Anton Lundell, C, HIFK (Florida Panthers, 2020)
Lundell is such an interesting case because he was the opposite of most prospects at the same age: defense over offense. After spending one more year in Finland, he came to the NHL last season and the offense indeed was there.
“His game is very advanced in terms of his ability to play with men. Powerful kid, gets around the ice, tremendous details – maybe to a fault. At times you see him on the defensive side of the puck more than you’d want. You want him to break out and show off the skill, start driving the net more. But he has the ability to assimilate quickly to pro hockey in North America given his work rate and his ability to start on a bottom line and move up. He’ll be trusted by coaches and his game will evolve from there.”
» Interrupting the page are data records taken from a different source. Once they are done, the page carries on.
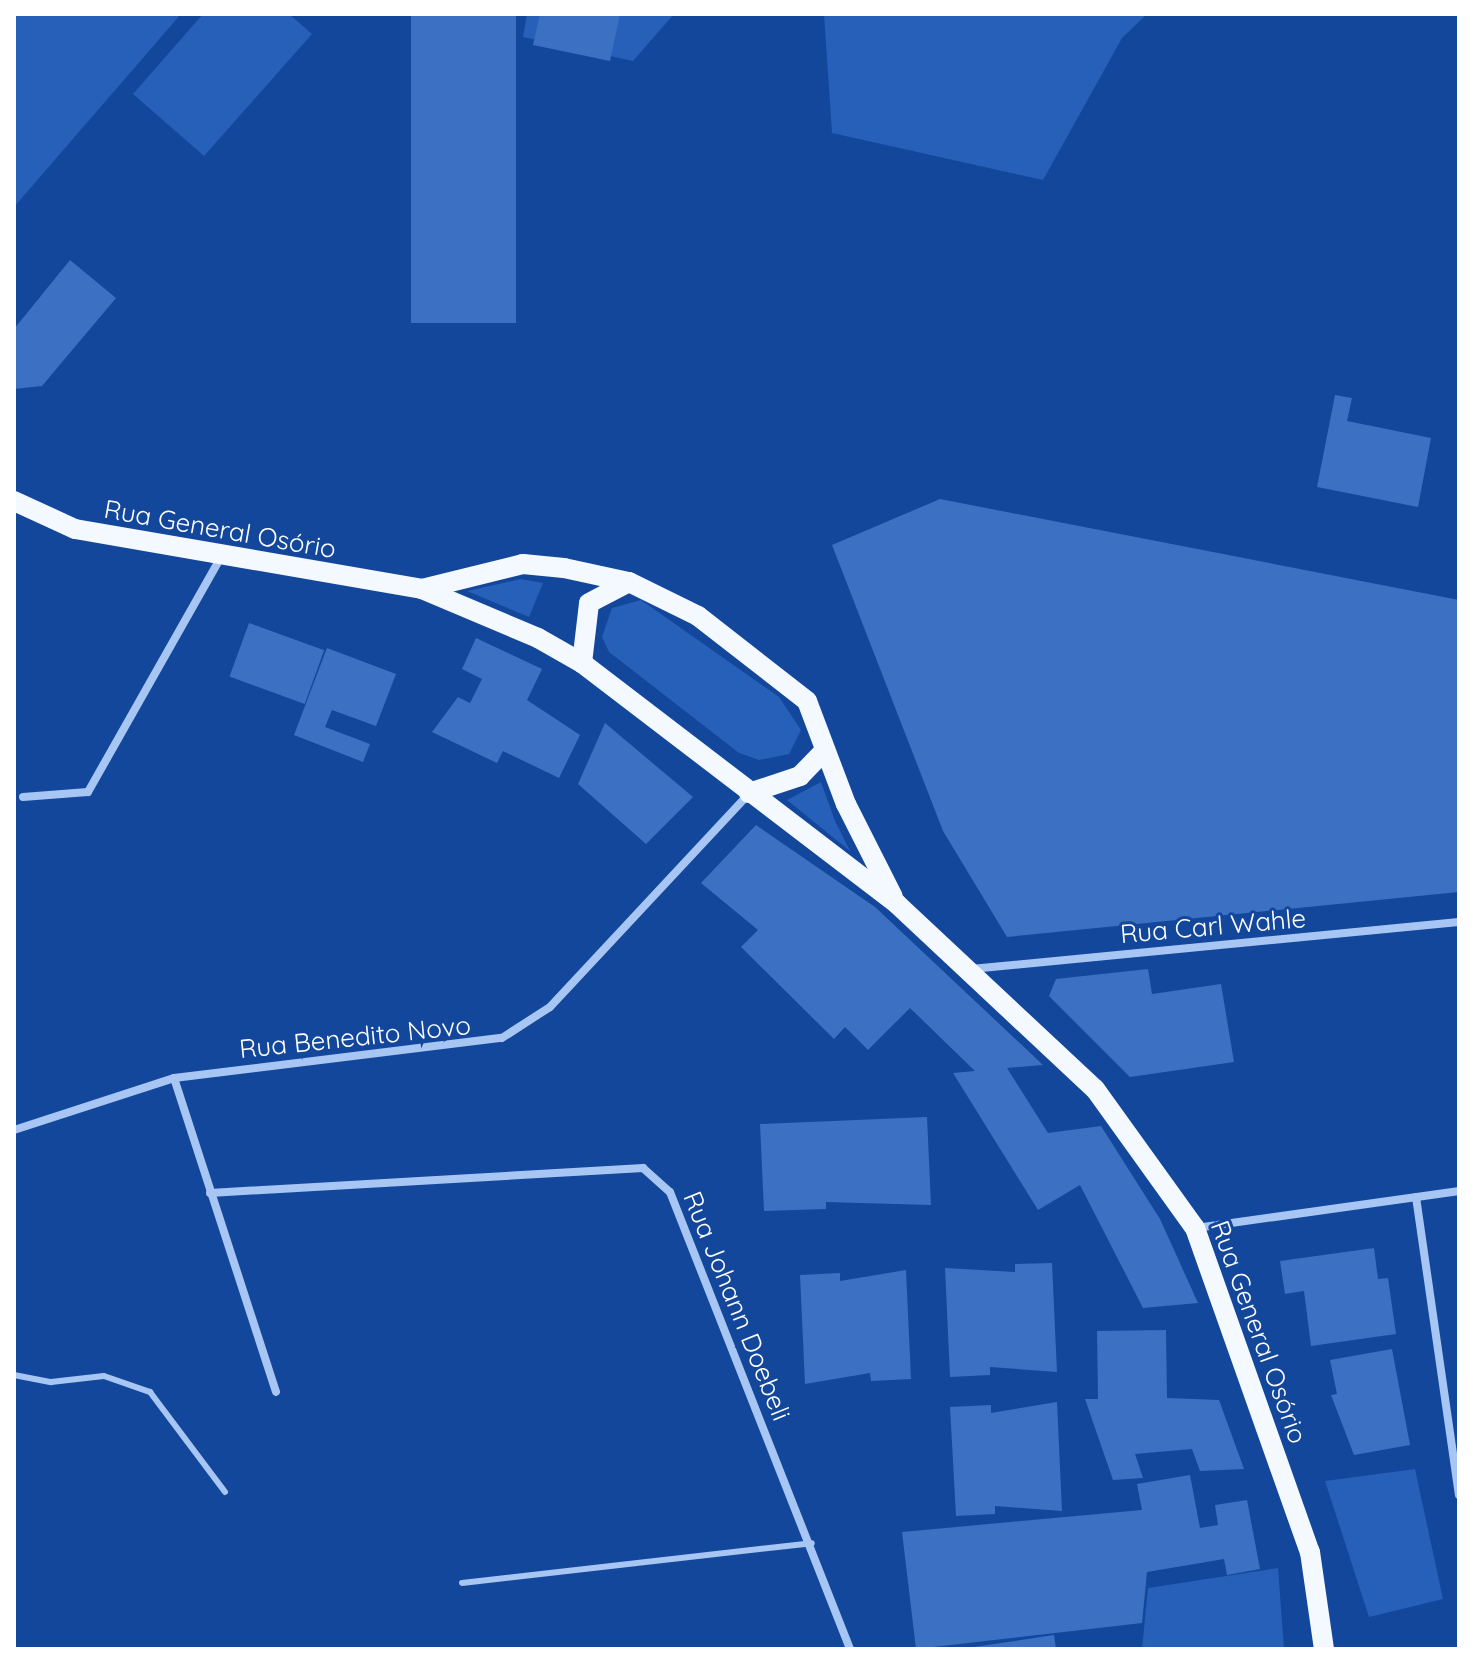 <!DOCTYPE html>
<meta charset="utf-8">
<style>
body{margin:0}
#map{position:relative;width:1473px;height:1663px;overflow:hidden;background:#13479b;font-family:Quicksand,sans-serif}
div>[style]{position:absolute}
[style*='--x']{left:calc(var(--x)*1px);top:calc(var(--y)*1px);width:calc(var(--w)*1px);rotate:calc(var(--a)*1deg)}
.green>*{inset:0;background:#2660b9}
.building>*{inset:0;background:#3c70c2;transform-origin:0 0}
.lane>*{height:6px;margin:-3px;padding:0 3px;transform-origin:3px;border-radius:3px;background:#a8c6f3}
.street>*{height:8px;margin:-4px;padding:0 4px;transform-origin:4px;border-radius:4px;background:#a8c6f3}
.primary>*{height:20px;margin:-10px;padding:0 10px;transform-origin:10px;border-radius:10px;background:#f4f8ff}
span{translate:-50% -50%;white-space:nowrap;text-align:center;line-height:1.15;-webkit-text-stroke:6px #13479b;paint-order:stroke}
.street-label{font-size:26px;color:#fff}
.frame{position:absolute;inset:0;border:16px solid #fff;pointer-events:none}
</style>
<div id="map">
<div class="green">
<i style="clip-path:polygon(14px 14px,181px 14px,14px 207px)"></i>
<i style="clip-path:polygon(203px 14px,289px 14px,312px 34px,204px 156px,133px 94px)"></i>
<i style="clip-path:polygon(527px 14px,674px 14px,633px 61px,523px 37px)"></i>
<i style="clip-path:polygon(824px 14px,1147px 14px,1122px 38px,1043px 180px,832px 133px)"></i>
<i style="clip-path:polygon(521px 579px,543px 583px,529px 617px,467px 591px)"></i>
<i style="clip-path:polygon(641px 600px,779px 697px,801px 730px,789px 754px,759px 760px,739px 753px,609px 652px,602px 637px,612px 608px)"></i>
<i style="clip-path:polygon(821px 782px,835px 821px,850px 851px,787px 800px)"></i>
<i style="clip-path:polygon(1415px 1469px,1443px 1599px,1369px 1617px,1325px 1481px)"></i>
<i style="clip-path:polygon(1278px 1568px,1284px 1649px,1142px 1649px,1148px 1588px)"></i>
</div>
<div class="building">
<i style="left:411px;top:14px;width:105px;height:309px"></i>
<i style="clip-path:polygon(540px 14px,620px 14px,610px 61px,533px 45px)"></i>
<i style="clip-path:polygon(70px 260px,116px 298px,42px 386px,14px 389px,14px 329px)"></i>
<i style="clip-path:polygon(1335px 395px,1352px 398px,1347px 421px,1431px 438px,1418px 507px,1317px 487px)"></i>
<i style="clip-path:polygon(940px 499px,1459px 600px,1459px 892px,1007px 937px,943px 831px,832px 545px)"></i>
<i style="left:249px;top:623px;width:80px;height:57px;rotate:20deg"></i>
<i style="clip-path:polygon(476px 638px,542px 669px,527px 700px,580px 735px,559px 778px,503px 751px,497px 763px,432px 732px,458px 697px,470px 703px,482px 679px,462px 669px)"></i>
<i style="clip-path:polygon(327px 648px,396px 674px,376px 726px,332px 710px,325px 727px,370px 744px,363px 762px,294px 735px)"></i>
<i style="clip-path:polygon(605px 723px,693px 797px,646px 844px,578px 784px)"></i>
<i style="clip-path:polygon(756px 825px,875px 907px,1043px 1065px,1007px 1068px,1048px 1133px,1101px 1126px,1160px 1219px,1198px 1303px,1143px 1308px,1080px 1185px,1038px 1210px,953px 1073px,975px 1071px,910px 1008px,868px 1050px,845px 1027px,834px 1039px,741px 947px,758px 930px,701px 883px)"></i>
<i style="clip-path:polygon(1148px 969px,1152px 994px,1221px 984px,1234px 1062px,1130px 1077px,1049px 996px,1056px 979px)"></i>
<i style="clip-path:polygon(927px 1117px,931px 1205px,826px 1202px,826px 1209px,764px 1211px,760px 1124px)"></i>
<i style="clip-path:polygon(1374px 1248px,1378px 1279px,1388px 1278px,1396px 1334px,1311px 1346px,1304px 1291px,1285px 1294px,1280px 1261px)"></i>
<i style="clip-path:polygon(1052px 1263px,1057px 1372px,990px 1367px,990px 1375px,950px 1377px,945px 1268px,1015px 1272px,1015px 1264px)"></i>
<i style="clip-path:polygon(906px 1270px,911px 1379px,871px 1381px,870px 1373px,805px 1384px,800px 1275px,840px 1273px,840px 1281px)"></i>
<i style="clip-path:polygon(1166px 1330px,1167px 1398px,1219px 1400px,1244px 1469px,1200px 1471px,1192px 1449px,1135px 1454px,1143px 1478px,1113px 1480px,1085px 1399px,1098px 1399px,1097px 1331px)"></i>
<i style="clip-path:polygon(1392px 1349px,1410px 1445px,1354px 1455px,1331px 1395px,1337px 1394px,1330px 1360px)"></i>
<i style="clip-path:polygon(1057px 1402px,1062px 1511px,995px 1506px,995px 1514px,956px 1516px,950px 1407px,991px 1405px,991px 1413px)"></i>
<i style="clip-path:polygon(1190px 1475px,1200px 1528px,1218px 1525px,1215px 1505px,1247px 1500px,1260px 1569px,1227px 1575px,1224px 1559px,1147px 1572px,1142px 1623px,916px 1649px,902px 1532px,1142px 1510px,1137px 1484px)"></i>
<i style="clip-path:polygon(1054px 1635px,1056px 1649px,974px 1649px,974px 1647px)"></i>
</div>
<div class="lane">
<i style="--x:14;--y:1375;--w:38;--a:11"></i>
<i style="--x:51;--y:1382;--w:53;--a:-6.5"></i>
<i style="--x:104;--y:1376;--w:49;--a:19.2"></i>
<i style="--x:150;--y:1392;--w:125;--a:53.1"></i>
<i style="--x:462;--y:1583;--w:352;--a:-6.5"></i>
</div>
<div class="street">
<i style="--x:23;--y:797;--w:65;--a:-4.4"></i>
<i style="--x:88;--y:792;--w:270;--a:-60.5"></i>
<i style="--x:971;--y:969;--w:490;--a:-5.5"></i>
<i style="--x:174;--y:1078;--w:330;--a:72"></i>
<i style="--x:14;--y:1130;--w:168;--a:-18"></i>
<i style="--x:174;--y:1078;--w:330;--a:-7"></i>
<i style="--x:502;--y:1038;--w:57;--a:-32.9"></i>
<i style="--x:550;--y:1007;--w:290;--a:-47"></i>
<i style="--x:210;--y:1193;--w:434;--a:-3.3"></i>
<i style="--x:643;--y:1168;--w:36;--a:42"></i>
<i style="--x:670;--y:1192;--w:491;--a:68.5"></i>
<i style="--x:1416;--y:1197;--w:301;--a:81.8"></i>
<i style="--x:1196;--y:1228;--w:266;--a:-8"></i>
</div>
<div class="primary">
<i style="--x:14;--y:501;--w:67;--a:24.7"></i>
<i style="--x:75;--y:529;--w:352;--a:9.8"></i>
<i style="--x:422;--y:589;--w:126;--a:22.9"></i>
<i style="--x:538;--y:638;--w:51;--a:29.6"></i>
<i style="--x:582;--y:663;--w:397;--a:37.4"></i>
<i style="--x:897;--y:904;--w:271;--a:43.1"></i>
<i style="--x:1095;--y:1089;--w:171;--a:54.3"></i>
<i style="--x:1195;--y:1228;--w:344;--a:70.5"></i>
<i style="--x:1310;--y:1552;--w:98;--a:81.8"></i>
<i style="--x:422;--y:589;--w:104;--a:-13.9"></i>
<i style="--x:523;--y:564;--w:41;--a:5.6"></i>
<i style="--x:564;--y:568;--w:66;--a:12.2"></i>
<i style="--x:629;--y:582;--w:77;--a:26.2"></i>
<i style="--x:698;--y:616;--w:138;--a:37.9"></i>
<i style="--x:807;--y:701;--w:110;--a:69.3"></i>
<i style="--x:846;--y:804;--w:104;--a:63.2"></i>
<i style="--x:582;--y:663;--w:60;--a:-83.3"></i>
<i style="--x:589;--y:603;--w:45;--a:-27.7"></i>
<i style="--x:749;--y:793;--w:54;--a:-18.4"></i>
<i style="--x:800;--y:776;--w:35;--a:-46"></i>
</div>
<div class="street-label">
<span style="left:220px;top:529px;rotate:10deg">Rua General Osório</span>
<span style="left:1213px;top:926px;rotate:-5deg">Rua Carl Wahle</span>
<span style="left:355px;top:1037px;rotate:-6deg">Rua Benedito Novo</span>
<span style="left:737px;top:1306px;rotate:68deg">Rua Johann Doebeli</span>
<span style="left:1259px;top:1332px;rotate:70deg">Rua General Osório</span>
</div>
<div class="frame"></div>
</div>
Jake Neighbours, LW, Edmonton Oil Kings (St. Louis Blues, 2020)
On a veteran Blues squad, Neighbours is quickly becoming a fan favorite thanks to his crash-and-bang style.
"Terrific player. His skating may not be perfect, but he's certainly efficient. Tenacious worker, which certainly helps. He's a character kid. I hear all kinds of stories about what kind of person he is and it shows on the ice. He's not going to get outworked and he has the skill. Keen hockey sense, too."